## PROBLEM
Skip the pictures. Repeat everything else in the records word for word.
:: RECORDS
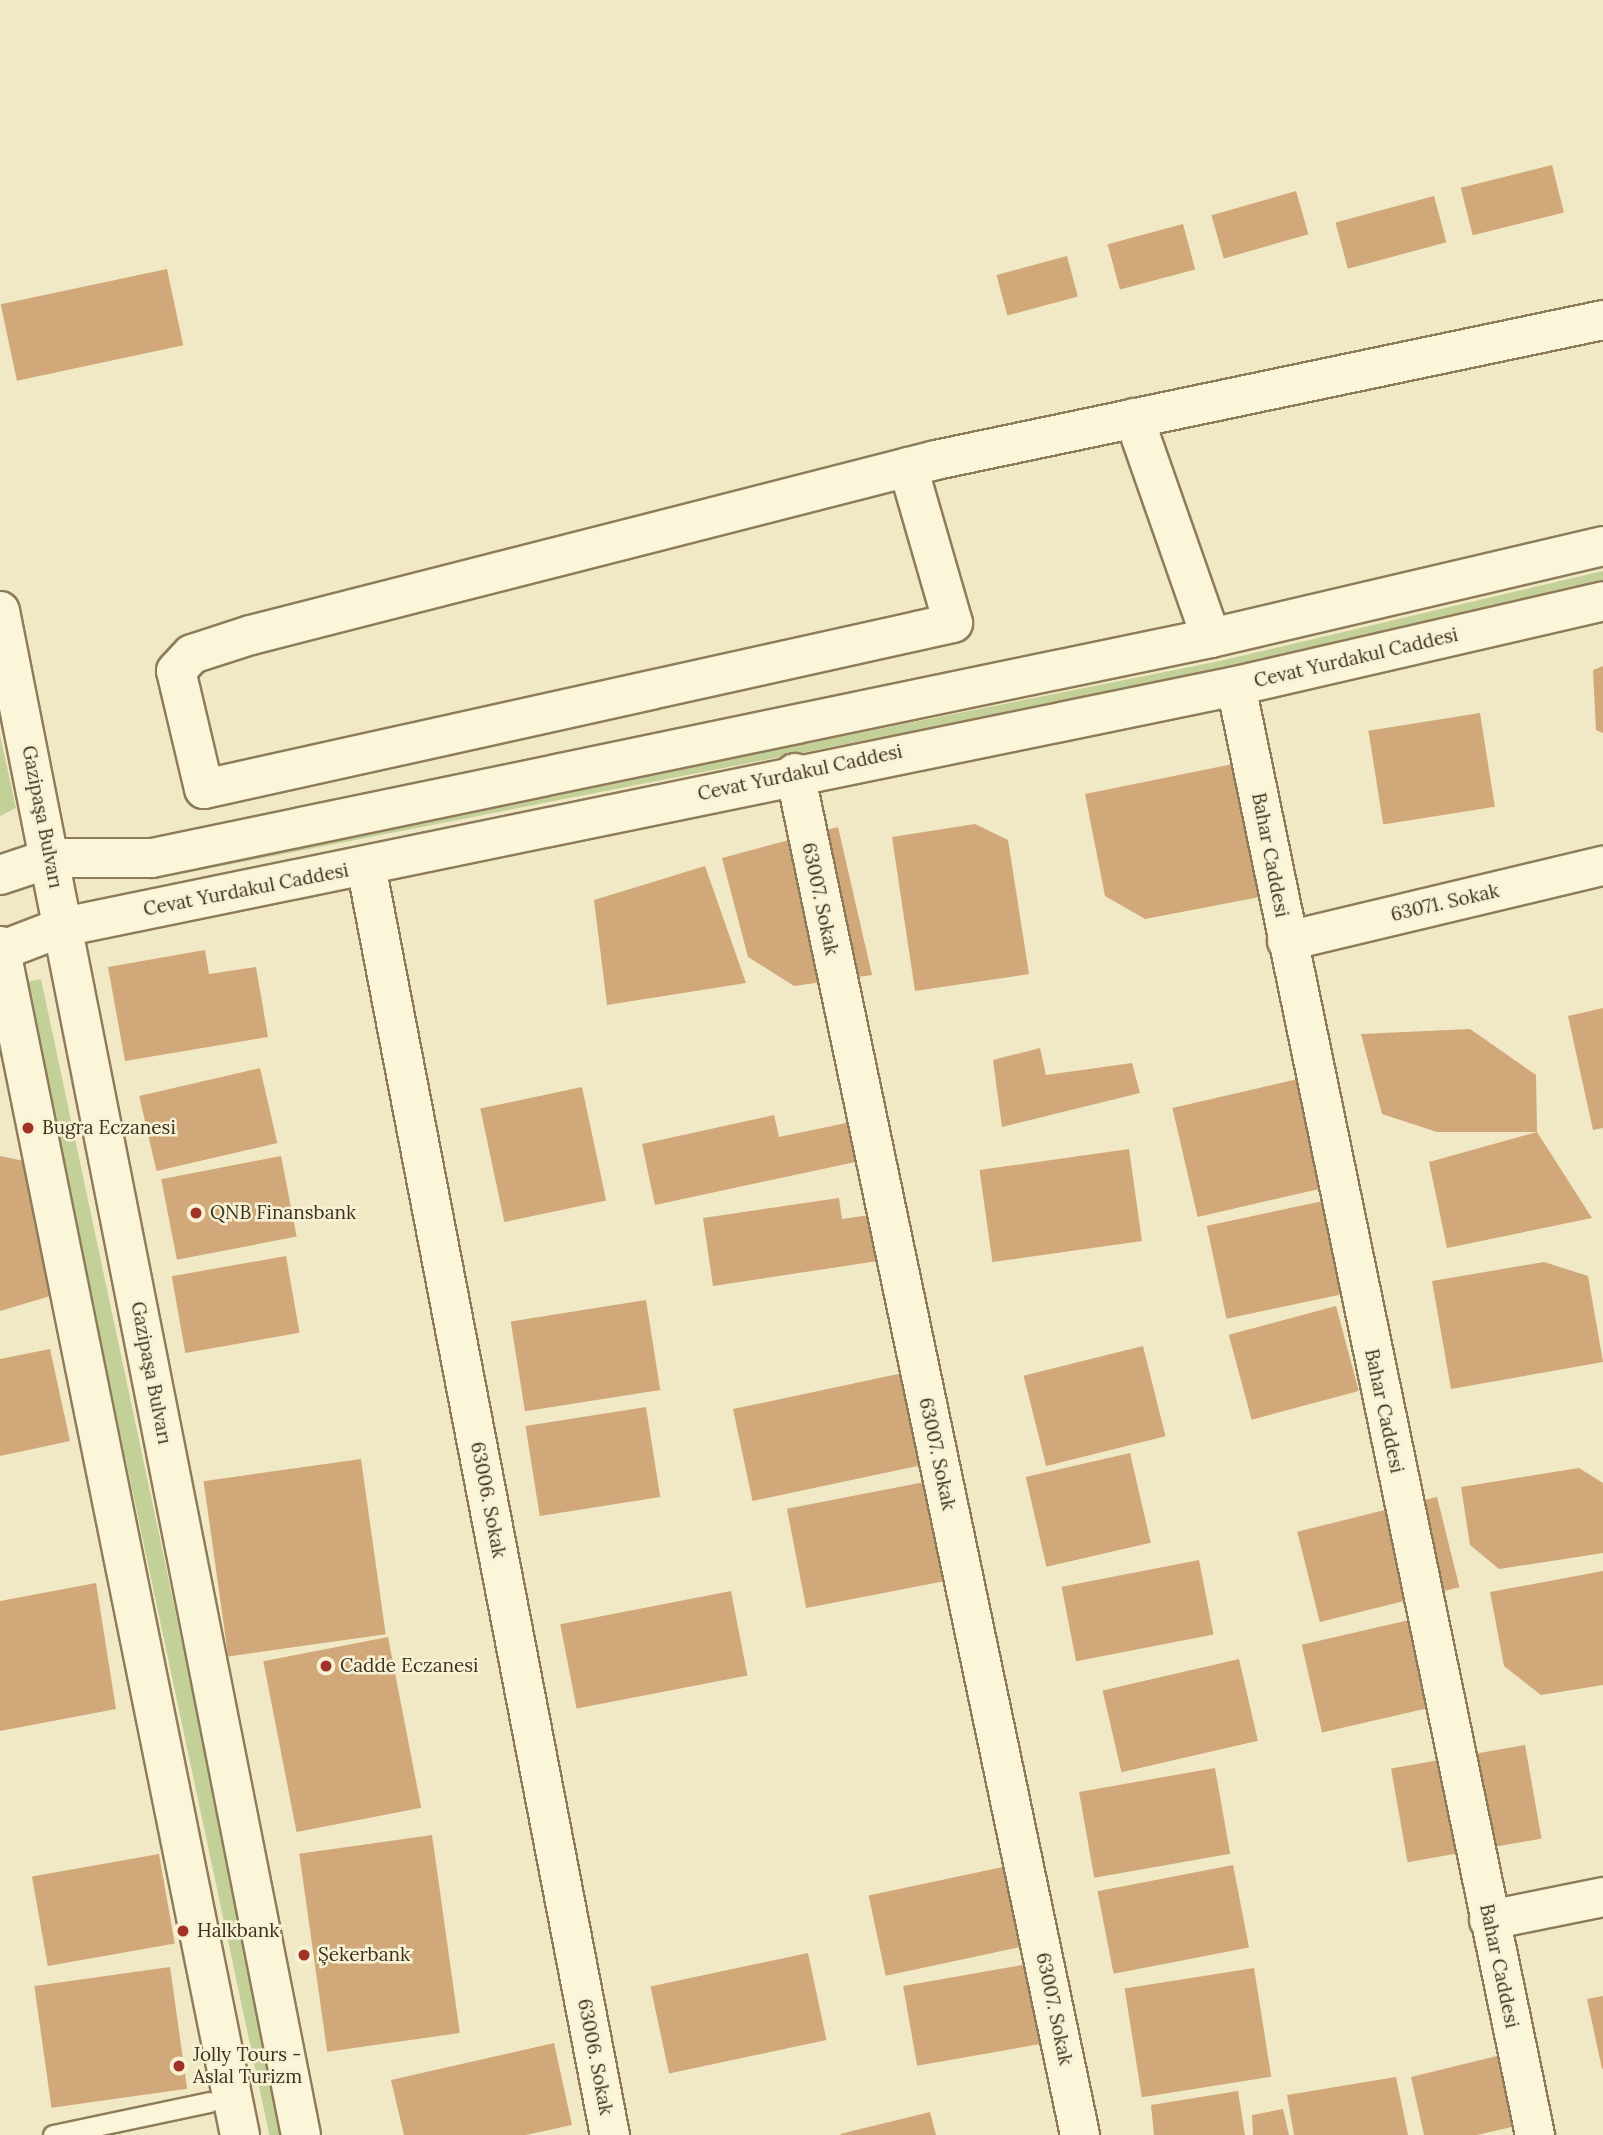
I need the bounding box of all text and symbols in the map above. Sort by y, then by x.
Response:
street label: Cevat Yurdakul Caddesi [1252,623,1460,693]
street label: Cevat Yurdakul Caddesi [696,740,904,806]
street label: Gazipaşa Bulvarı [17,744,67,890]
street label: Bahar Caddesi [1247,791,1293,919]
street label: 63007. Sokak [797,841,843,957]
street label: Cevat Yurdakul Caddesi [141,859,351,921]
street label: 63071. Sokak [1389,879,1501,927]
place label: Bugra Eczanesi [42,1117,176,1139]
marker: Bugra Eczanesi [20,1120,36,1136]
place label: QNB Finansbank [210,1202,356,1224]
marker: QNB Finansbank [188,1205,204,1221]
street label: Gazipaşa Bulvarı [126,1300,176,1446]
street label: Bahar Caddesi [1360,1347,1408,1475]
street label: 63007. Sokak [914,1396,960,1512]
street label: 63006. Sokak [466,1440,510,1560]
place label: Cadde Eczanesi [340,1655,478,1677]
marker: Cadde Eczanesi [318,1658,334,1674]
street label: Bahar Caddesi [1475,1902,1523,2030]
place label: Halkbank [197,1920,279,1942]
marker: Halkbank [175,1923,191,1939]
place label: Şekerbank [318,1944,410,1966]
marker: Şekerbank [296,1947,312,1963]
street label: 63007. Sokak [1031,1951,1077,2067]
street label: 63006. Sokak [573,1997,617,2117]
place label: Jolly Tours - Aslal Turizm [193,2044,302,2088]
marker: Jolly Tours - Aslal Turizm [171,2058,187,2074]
::::
## RESULT OF THIS EXERCISE
I need the bounding box of all text and symbols in the map above. Sort by y, then by x.
Response:
street label: Cevat Yurdakul Caddesi [1252,623,1460,693]
street label: Cevat Yurdakul Caddesi [696,740,904,806]
street label: Gazipaşa Bulvarı [17,744,67,890]
street label: Bahar Caddesi [1247,791,1293,919]
street label: 63007. Sokak [797,841,843,957]
street label: Cevat Yurdakul Caddesi [141,859,351,921]
street label: 63071. Sokak [1389,879,1501,927]
place label: Bugra Eczanesi [42,1117,176,1139]
marker: Bugra Eczanesi [20,1120,36,1136]
place label: QNB Finansbank [210,1202,356,1224]
marker: QNB Finansbank [188,1205,204,1221]
street label: Gazipaşa Bulvarı [126,1300,176,1446]
street label: Bahar Caddesi [1360,1347,1408,1475]
street label: 63007. Sokak [914,1396,960,1512]
street label: 63006. Sokak [466,1440,510,1560]
place label: Cadde Eczanesi [340,1655,478,1677]
marker: Cadde Eczanesi [318,1658,334,1674]
street label: Bahar Caddesi [1475,1902,1523,2030]
place label: Halkbank [197,1920,279,1942]
marker: Halkbank [175,1923,191,1939]
place label: Şekerbank [318,1944,410,1966]
marker: Şekerbank [296,1947,312,1963]
street label: 63007. Sokak [1031,1951,1077,2067]
street label: 63006. Sokak [573,1997,617,2117]
place label: Jolly Tours - Aslal Turizm [193,2044,302,2088]
marker: Jolly Tours - Aslal Turizm [171,2058,187,2074]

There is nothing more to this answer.